* **EXERCISE AIM**: From the entries that follow, copy every line with the word "limit".
** INPUT DATA follows **
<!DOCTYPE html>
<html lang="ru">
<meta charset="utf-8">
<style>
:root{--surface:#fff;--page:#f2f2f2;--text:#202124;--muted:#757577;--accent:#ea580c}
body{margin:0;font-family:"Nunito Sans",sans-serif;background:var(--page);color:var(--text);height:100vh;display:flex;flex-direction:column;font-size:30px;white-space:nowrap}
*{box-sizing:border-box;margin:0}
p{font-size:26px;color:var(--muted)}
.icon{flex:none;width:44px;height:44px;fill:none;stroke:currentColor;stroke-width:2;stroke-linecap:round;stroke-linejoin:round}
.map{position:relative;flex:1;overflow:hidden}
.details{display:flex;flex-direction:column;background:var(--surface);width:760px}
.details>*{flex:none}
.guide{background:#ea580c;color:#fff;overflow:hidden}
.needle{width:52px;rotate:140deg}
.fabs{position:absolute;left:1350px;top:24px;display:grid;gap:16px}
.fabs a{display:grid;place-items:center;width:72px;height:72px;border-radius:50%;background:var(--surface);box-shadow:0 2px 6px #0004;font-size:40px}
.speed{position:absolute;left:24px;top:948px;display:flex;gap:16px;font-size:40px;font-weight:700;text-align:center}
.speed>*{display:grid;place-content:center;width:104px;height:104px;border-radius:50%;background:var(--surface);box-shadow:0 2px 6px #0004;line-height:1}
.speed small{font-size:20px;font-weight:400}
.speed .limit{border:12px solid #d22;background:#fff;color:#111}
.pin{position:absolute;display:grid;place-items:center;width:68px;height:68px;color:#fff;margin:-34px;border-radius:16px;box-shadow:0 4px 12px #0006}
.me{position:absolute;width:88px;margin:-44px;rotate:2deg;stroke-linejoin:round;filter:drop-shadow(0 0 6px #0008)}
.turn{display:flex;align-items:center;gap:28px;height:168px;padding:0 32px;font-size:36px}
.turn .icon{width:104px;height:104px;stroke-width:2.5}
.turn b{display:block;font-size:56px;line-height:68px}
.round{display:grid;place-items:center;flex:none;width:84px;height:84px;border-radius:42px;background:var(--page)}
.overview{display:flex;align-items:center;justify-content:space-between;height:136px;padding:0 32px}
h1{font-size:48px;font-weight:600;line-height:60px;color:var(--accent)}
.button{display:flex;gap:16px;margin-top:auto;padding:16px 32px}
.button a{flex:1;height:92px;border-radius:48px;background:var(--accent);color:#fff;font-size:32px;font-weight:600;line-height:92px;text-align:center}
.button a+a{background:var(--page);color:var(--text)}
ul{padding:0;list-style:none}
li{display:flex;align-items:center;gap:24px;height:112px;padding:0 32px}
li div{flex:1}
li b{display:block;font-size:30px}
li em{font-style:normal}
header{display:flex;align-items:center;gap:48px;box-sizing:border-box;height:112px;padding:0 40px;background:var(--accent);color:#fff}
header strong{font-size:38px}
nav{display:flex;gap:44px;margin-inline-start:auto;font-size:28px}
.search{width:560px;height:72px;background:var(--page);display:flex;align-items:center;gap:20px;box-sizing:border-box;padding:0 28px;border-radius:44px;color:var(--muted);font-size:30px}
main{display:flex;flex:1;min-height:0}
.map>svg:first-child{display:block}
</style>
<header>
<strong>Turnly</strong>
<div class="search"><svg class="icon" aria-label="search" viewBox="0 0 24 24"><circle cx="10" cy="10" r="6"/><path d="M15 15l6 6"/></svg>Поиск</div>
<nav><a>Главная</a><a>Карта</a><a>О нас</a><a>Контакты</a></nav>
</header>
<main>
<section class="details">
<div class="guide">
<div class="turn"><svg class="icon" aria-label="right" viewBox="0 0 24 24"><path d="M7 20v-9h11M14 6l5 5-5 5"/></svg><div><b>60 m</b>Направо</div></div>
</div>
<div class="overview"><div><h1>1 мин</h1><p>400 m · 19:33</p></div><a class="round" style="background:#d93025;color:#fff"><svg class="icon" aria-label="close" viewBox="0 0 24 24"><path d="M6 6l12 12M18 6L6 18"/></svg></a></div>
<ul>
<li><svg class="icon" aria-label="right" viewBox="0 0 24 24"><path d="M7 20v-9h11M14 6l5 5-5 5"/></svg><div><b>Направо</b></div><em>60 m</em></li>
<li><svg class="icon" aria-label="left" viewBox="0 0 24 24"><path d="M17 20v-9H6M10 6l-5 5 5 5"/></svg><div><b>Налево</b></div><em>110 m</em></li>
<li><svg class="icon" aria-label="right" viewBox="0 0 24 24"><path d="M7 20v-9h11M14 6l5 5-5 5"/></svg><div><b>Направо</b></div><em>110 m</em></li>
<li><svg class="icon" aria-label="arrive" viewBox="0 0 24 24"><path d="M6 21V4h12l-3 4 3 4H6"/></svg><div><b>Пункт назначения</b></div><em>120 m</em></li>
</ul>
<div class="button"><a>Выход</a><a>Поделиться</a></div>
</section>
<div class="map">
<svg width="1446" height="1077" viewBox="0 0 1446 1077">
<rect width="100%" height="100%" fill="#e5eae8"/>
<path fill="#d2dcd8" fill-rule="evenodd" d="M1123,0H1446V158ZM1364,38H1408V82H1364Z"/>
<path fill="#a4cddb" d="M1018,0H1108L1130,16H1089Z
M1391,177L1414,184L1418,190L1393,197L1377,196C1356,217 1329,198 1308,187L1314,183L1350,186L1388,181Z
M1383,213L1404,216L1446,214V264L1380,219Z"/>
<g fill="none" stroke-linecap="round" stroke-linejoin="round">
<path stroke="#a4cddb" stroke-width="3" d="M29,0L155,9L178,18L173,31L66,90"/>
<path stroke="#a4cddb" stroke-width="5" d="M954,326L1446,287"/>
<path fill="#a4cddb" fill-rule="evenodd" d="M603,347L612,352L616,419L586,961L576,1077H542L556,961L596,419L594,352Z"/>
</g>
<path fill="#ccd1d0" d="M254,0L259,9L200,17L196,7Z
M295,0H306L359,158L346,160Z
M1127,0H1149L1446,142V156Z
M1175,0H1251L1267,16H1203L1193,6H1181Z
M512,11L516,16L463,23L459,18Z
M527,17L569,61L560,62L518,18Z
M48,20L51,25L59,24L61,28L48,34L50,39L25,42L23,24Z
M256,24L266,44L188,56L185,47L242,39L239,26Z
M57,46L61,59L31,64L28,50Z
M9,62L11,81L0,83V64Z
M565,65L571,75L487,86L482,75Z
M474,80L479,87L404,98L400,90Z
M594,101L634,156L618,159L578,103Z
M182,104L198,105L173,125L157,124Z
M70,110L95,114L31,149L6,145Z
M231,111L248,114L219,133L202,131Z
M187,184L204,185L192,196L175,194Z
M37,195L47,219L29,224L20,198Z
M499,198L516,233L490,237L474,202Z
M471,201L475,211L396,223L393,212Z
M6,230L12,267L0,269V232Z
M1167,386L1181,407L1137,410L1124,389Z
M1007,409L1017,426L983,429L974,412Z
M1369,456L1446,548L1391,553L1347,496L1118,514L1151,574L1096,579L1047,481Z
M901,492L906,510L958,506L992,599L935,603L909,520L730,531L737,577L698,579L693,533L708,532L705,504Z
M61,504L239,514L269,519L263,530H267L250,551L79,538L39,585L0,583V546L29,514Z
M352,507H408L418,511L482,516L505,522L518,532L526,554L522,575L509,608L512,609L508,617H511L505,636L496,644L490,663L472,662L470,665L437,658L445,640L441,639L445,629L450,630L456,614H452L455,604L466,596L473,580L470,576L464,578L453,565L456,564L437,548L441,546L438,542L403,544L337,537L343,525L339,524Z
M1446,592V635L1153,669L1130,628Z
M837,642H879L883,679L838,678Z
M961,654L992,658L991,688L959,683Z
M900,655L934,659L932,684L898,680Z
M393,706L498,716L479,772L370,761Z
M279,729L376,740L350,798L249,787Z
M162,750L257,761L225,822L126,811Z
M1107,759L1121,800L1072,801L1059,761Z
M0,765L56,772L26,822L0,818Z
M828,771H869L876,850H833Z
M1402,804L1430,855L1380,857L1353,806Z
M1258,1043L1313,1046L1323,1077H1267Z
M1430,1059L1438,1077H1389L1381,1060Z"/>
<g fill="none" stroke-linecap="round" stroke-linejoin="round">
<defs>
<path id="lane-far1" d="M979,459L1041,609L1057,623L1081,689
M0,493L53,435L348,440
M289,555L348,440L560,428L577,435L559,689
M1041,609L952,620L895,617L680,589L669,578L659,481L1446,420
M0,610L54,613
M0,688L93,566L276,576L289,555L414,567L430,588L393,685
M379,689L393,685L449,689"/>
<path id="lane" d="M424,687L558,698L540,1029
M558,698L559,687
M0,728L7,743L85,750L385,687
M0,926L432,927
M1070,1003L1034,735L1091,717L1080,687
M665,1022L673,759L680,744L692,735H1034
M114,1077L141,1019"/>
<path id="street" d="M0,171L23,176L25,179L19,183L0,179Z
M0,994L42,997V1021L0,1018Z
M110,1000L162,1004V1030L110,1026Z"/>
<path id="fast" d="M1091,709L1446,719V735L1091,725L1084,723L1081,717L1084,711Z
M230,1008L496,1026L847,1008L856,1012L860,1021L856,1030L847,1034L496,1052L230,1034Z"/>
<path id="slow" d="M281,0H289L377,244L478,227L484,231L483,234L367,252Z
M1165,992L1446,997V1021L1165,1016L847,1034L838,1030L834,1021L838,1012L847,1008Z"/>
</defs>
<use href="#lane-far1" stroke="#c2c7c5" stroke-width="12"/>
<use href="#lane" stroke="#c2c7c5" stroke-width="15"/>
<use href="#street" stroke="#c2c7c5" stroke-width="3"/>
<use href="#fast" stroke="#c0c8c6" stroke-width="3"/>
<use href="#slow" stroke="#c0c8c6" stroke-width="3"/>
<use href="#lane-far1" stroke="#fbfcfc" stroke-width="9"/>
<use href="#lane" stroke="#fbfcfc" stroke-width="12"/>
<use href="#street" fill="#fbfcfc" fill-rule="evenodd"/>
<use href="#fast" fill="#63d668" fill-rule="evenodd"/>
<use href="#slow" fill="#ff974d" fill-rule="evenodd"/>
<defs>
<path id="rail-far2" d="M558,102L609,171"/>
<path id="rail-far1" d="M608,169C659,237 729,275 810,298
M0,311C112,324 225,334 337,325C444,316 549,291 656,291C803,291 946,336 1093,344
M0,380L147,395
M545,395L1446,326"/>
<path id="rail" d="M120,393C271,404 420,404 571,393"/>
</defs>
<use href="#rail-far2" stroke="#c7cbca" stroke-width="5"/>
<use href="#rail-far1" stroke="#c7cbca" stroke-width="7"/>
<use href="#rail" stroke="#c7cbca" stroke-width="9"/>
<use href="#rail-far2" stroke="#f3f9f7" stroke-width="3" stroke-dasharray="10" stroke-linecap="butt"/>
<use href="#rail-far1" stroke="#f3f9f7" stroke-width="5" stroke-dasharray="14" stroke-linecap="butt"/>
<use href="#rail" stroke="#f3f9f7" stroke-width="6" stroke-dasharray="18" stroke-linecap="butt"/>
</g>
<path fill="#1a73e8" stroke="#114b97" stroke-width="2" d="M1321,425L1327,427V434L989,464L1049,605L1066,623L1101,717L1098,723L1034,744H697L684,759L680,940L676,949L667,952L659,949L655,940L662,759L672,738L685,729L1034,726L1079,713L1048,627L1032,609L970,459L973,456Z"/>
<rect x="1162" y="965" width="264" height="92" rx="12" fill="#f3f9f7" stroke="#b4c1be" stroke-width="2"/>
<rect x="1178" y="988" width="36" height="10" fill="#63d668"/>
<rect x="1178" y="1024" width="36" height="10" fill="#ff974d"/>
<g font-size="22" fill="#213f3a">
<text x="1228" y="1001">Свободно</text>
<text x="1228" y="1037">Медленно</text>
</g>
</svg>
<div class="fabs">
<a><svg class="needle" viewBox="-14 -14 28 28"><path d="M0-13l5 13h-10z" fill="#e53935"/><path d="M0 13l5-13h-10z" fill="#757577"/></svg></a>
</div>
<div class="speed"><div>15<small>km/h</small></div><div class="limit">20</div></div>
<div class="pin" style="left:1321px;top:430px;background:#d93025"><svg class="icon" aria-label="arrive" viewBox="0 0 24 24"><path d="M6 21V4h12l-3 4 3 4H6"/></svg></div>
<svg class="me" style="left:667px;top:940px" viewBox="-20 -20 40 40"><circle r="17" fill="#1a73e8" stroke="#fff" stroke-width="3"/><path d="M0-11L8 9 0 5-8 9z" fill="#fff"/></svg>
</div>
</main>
** End of INPUT DATA **
* **THE COMPLETED TASK**:
.speed .limit{border:12px solid #d22;background:#fff;color:#111}
<div class="speed"><div>15<small>km/h</small></div><div class="limit">20</div></div>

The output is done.